Peirce decomposition of a ring: must the ideal generators be idempotent in characteristic 2?

Question

I'm considering this particular statement of the Peirce decomposition of a ring:

If a commutative unital ring $R$ can be written as an internal direct sum of two of it's proper ideals $I$ and $J$, so $R = I \oplus J$, then there exists an idempotent element $e \in R$ such that $I = eR$ and $J = (1-e)R$.

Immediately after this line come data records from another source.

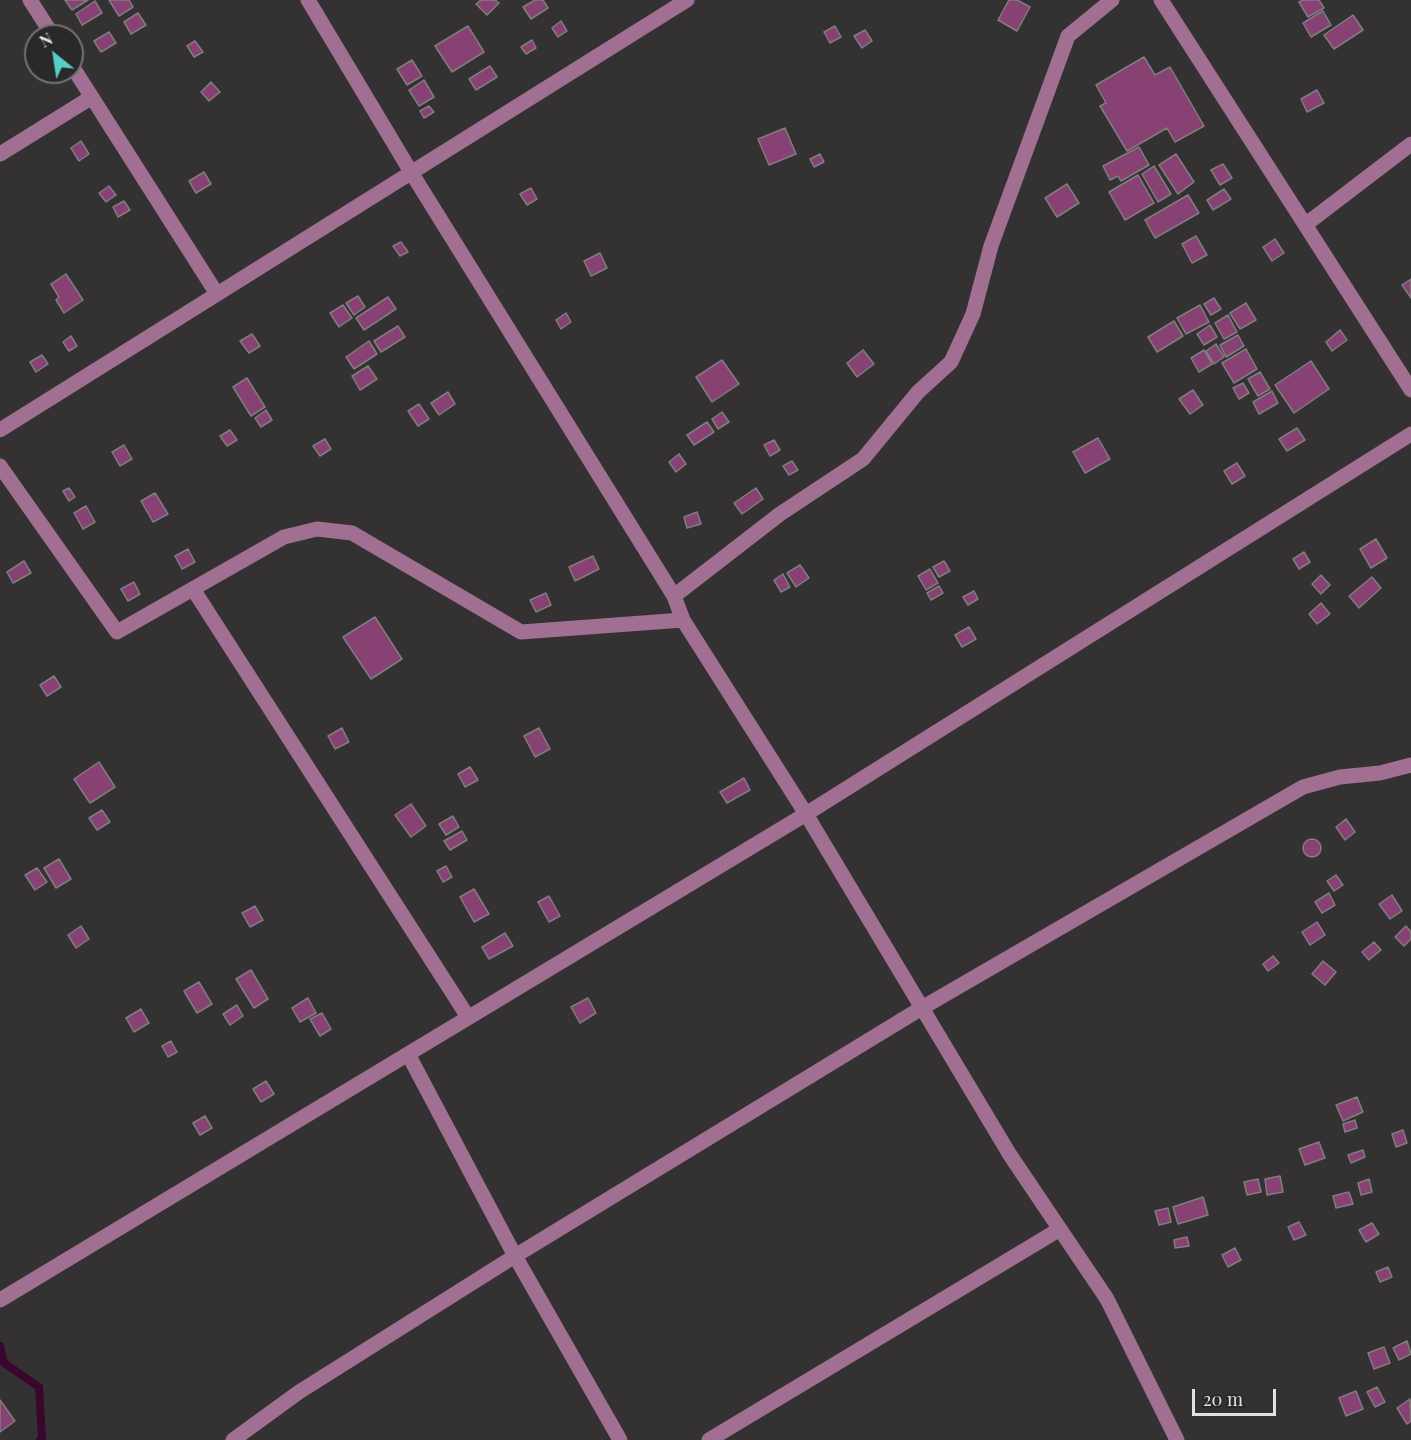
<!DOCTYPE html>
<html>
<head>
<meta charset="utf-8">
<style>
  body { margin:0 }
  #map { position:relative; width:1411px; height:1440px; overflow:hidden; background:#343133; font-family:"Playfair Display",serif }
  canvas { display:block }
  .north { position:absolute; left:24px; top:24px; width:60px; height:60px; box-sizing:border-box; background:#2a2829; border:2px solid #747273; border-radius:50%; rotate:330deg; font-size:16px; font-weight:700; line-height:24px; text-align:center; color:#e3e1e2 }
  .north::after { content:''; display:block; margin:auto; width:21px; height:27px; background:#55cec5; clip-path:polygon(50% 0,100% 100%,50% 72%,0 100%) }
  .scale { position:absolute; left:1192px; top:1389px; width:84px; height:27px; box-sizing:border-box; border:3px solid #e3e1e2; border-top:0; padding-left:8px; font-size:18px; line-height:21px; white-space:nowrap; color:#e3e1e2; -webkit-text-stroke:4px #2a2829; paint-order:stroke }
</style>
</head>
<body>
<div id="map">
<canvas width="1411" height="1440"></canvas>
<div class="north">N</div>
<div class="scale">20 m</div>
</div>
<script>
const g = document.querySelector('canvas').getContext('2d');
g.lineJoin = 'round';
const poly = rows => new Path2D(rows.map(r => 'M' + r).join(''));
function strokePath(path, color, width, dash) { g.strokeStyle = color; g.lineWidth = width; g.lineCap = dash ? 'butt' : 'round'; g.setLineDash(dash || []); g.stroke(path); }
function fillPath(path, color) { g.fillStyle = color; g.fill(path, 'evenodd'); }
strokePath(poly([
  [0,1346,4,1363,39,1387,42,1438,40,1440]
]), '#39062d', 8);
const building = poly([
  [65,0,88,0,72,10,65,0],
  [109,0,129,0,133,7,119,16,109,0],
  [481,0,495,0,499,3,487,15,476,4,481,0],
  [535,0,543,0,548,8,531,19,523,7,535,0],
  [1009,0,1017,0,1030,7,1017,31,998,20,1009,0],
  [1303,0,1319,0,1324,8,1308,17,1299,2,1303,0],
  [95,1,102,13,82,25,76,14,95,1],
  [1323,11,1331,25,1311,37,1303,23,1323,11],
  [138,13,146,25,131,34,124,22,138,13],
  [1353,15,1363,30,1334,49,1324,35,1353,15],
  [561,21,567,31,558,37,552,28,561,21],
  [468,26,484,52,452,72,435,46,468,26],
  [835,26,841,37,830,43,824,32,835,26],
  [865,30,872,41,862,48,854,36,865,30],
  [109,32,116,43,101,52,94,41,109,32],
  [532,40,536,48,526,54,521,47,532,40],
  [195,41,203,52,194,57,187,46,195,41],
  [1144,57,1155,75,1170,67,1204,126,1175,142,1167,128,1127,151,1100,106,1106,103,1096,85,1144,57],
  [412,60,422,76,407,85,397,69,412,60],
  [490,66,497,77,476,90,469,79,490,66],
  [424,80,434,97,419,106,409,90,424,80],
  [211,82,220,92,209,101,201,92,211,82],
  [1317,90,1324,103,1307,112,1301,99,1317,90],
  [429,106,434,112,424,118,420,111,429,106],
  [785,128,796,154,769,165,758,139,785,128],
  [81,141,89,154,79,161,71,148,81,141],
  [1139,147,1149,165,1121,181,1118,176,1110,180,1103,166,1139,147],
  [820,154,824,162,814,167,810,159,820,154],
  [1176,154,1194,182,1178,194,1159,165,1176,154],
  [1223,164,1232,178,1220,185,1211,170,1223,164],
  [1154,166,1171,194,1158,202,1142,174,1154,166],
  [204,172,211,184,196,193,189,181,204,172],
  [1138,175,1154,203,1125,220,1109,192,1138,175],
  [1067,184,1079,203,1057,217,1045,198,1067,184],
  [109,186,116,195,106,202,99,193,109,186],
  [531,188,537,199,527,205,520,194,531,188],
  [1224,189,1231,199,1213,210,1207,200,1224,189],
  [1188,195,1199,213,1155,238,1145,220,1188,195],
  [124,201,130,210,118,217,113,207,124,201],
  [1196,236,1207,255,1192,263,1182,244,1196,236],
  [1275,239,1284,253,1272,261,1263,247,1275,239],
  [401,242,408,252,400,256,393,246,401,242],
  [600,253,607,268,591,276,584,261,600,253],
  [66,274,83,300,64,313,56,300,59,297,51,284,66,274],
  [1411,279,1411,298,1402,285,1411,279],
  [358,296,365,307,354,315,346,303,358,296],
  [388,297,396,309,364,330,356,318,388,297],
  [1214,298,1221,309,1211,315,1204,304,1214,298],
  [1246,303,1256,320,1240,329,1230,313,1246,303],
  [343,305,352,318,339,327,330,313,343,305],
  [1200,305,1209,322,1186,334,1177,318,1200,305],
  [566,313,571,322,561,329,556,320,566,313],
  [1228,315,1237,332,1224,339,1215,323,1228,315],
  [1174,321,1183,336,1157,352,1148,337,1174,321],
  [1210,325,1217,337,1204,345,1197,334,1210,325],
  [398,326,405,337,381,352,374,341,398,326],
  [1340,330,1347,340,1332,351,1326,342,1340,330],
  [252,334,260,346,249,353,240,341,252,334],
  [1238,335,1244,346,1226,357,1220,345,1238,335],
  [71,336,77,346,69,351,63,342,71,336],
  [369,341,377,354,354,369,346,357,369,341],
  [1216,344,1224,357,1214,364,1206,351,1216,344],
  [1246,349,1257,369,1234,383,1222,363,1246,349],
  [863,350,874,364,857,377,847,363,863,350],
  [1204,350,1212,364,1199,372,1191,358,1204,350],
  [42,355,48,364,36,372,30,362,42,355],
  [722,360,739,384,712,402,696,377,722,360],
  [1311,361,1329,389,1294,413,1275,385,1311,361],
  [368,366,377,379,360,390,352,376,368,366],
  [1260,372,1270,389,1258,396,1248,379,1260,372],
  [247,378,265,407,251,416,233,387,247,378],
  [1243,383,1249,393,1239,399,1233,388,1243,383],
  [1193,390,1203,405,1190,414,1179,399,1193,390],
  [1272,391,1278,403,1259,414,1253,402,1272,391],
  [448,392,455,404,439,415,431,403,448,392],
  [419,404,429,419,418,426,408,411,419,404],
  [266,410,272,420,261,427,255,418,266,410],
  [722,412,729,422,718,429,712,419,722,412],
  [707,422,714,432,694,445,687,435,707,422],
  [1297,428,1305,440,1287,451,1279,439,1297,428],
  [230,430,237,440,227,446,220,436,230,430],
  [1098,438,1110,459,1085,473,1073,452,1098,438],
  [325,439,331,449,320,456,313,446,325,439],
  [774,440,780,450,770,456,764,445,774,440],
  [124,445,132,459,120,466,112,452,124,445],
  [679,454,686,464,676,472,669,462,679,454],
  [792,461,798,470,789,475,783,466,792,461],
  [1237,463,1245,476,1232,484,1224,471,1237,463],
  [69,488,75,497,69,501,63,491,69,488],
  [756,488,763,499,742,514,734,503,756,488],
  [155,493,168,514,153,522,141,501,155,493],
  [86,506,95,522,83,529,74,513,86,506],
  [697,512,701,524,687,528,684,517,697,512],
  [1376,539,1387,558,1371,568,1360,549,1376,539],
  [188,549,195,562,182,569,175,556,188,549],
  [1304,552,1310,562,1299,569,1293,559,1304,552],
  [593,556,599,569,575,581,569,567,593,556],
  [24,561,31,573,13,583,7,572,24,561],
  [944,561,950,571,939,577,933,567,944,561],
  [800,565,809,578,796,587,787,573,800,565],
  [930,569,938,583,926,590,918,576,930,569],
  [783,574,790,587,781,592,774,580,783,574],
  [1321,575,1330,585,1321,594,1312,584,1321,575],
  [1372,577,1381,588,1359,608,1349,596,1372,577],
  [134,582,140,594,128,601,121,589,134,582],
  [939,586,943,593,931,600,927,593,939,586],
  [974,591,978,599,968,605,963,597,974,591],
  [546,593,551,605,536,612,530,600,546,593],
  [1321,603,1330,614,1317,624,1309,614,1321,603],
  [375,617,402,659,371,679,343,637,375,617],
  [969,627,976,639,962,647,955,635,969,627],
  [54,676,61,687,47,696,40,685,54,676],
  [342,728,349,742,335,749,328,736,342,728],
  [539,728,550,749,535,757,524,736,539,728],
  [99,762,115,787,90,803,74,779,99,762],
  [470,767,478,780,465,787,458,774,470,767],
  [744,778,750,790,727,803,720,792,744,778],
  [411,804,426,826,411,837,395,815,411,804],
  [102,810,110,822,97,830,89,818,102,810],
  [453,816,459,827,446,835,439,824,453,816],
  [1346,819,1355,832,1345,840,1336,827,1346,819],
  [462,831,467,840,450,850,444,841,462,831],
  '1303 848a9 9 0 1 1 18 0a9 9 0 1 1-18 0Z',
  [59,859,71,879,56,888,44,868,59,859],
  [446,866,452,877,443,882,437,871,446,866],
  [37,868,47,882,35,890,25,875,37,868],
  [1336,875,1343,885,1334,891,1327,881,1336,875],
  [474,889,489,914,474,922,460,897,474,889],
  [1329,893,1335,905,1322,913,1315,902,1329,893],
  [1392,895,1402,911,1390,919,1379,904,1392,895],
  [549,896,560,916,549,922,538,902,549,896],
  [255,906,263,920,250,927,242,913,255,906],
  [1317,922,1325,935,1310,945,1302,932,1317,922],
  [81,926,89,939,76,948,68,935,81,926],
  [1406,926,1411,932,1411,939,1404,946,1395,937,1406,926],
  [505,933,513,946,489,959,482,947,505,933],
  [1374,942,1381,950,1369,960,1362,952,1374,942],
  [1273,956,1279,963,1268,971,1263,964,1273,956],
  [1323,961,1336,972,1325,985,1312,974,1323,961],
  [251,970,268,999,254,1008,236,979,251,970],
  [199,982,212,1004,197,1013,184,991,199,982],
  [308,998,316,1013,300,1022,292,1008,308,998],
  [588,998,596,1013,580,1023,571,1007,588,998],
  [237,1005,243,1016,230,1025,223,1014,237,1005],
  [141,1009,149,1023,134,1032,126,1018,141,1009],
  [322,1013,331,1029,320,1036,310,1019,322,1013],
  [171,1041,177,1052,168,1057,162,1046,171,1041],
  [266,1081,274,1094,261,1102,253,1089,266,1081],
  [1357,1097,1363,1112,1343,1121,1336,1105,1357,1097],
  [205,1116,212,1128,200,1135,193,1123,205,1116],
  [1355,1120,1357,1128,1345,1132,1343,1124,1355,1120],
  [1403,1130,1407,1143,1396,1147,1392,1134,1403,1130],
  [1319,1142,1325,1158,1305,1165,1299,1149,1319,1142],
  [1363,1150,1365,1157,1351,1163,1348,1155,1363,1150],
  [1280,1176,1283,1192,1267,1195,1265,1179,1280,1176],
  [1258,1179,1261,1192,1247,1195,1244,1182,1258,1179],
  [1369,1179,1372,1192,1361,1195,1358,1183,1369,1179],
  [1349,1192,1353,1204,1336,1208,1333,1196,1349,1192],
  [1203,1197,1208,1215,1178,1224,1173,1207,1203,1197],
  [1168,1208,1171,1222,1159,1225,1155,1211,1168,1208],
  [1299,1222,1306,1235,1294,1240,1288,1227,1299,1222],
  [1372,1223,1379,1234,1366,1242,1359,1230,1372,1223],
  [1187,1237,1189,1246,1175,1248,1174,1240,1187,1237],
  [1235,1248,1241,1260,1228,1267,1222,1255,1235,1248],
  [1388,1267,1392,1277,1380,1282,1376,1272,1388,1267],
  [1407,1341,1411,1354,1399,1360,1393,1348,1407,1341],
  [1384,1347,1390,1363,1374,1369,1368,1353,1384,1347],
  [1377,1387,1385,1402,1375,1407,1367,1392,1377,1387],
  [1356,1391,1363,1409,1346,1416,1339,1398,1356,1391],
  [1410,1399,1411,1421,1407,1424,1397,1408,1410,1399],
  [0,1400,15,1421,0,1432,0,1400]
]);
fillPath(building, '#874173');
strokePath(building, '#807d7f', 1.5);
strokePath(poly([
  [30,0,53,36],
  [308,0,411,172,674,596,683,620,806,814,1010,1155,1107,1299,1177,1440],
  [1161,0,1411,390],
  [72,66,217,294],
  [0,154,92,97],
  [1305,225,1411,144],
  [0,430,687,0],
  [0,466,117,632,284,537,317,529,352,533,521,632,683,620],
  [193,589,468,1017],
  [674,596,780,514,863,459,918,392,951,362,973,314,991,246,1068,36,1112,0],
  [408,1054,515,1256,620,1440],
  [0,1300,806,814,1411,434],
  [233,1440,299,1392,515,1256,920,1009,1303,787,1340,777,1380,773,1411,765],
  [709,1440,1060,1229]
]), '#a16f91', 15);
</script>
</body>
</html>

Since $R$ is an internal direct sum of $I$ and $J$, there is some $e \in I$ and $f \in J$ such that $e+f=1$ (then $f = 1-e$). How do you prove that $e$ is idempotent though? I've written out that \begin{align*} e+f &= 1 \\(e+f)^2 &= 1^2 \\e^2+f^2 &= 1 \qquad \text{since $ef=0$ because $IJ = 0$} \\e^2 + (1-e)^2 &= 1 \\e^2 + 1 -2e + e^2 &= 1 \\2e^2 -2e &= 0 \end{align*}

And this implies that $e$ is idempotent if the characteristic of the ring is not $2$! Is there a way to prove $e$ is idempotent that avoids this tiny snag?

Answer 1

Just observe that $ef=0$ means $e(1-e)=0$ so $e-e^2=0$ and $e^2=e$.

Answer 2

No, it has nothing to do with characteristic $2$. The representations of elements as $i+j$ in a direct sum are necessarily unique (that is an equivalent way of saying it.)

So to continue from what you wrote, since $e^2\in I$ and $f^2\in J$, and $e+f=e^2+f^2$, we necessarily have $e=e^2$ and $f=f^2$.

That's another way, not as direct as Eric's but still useful to know.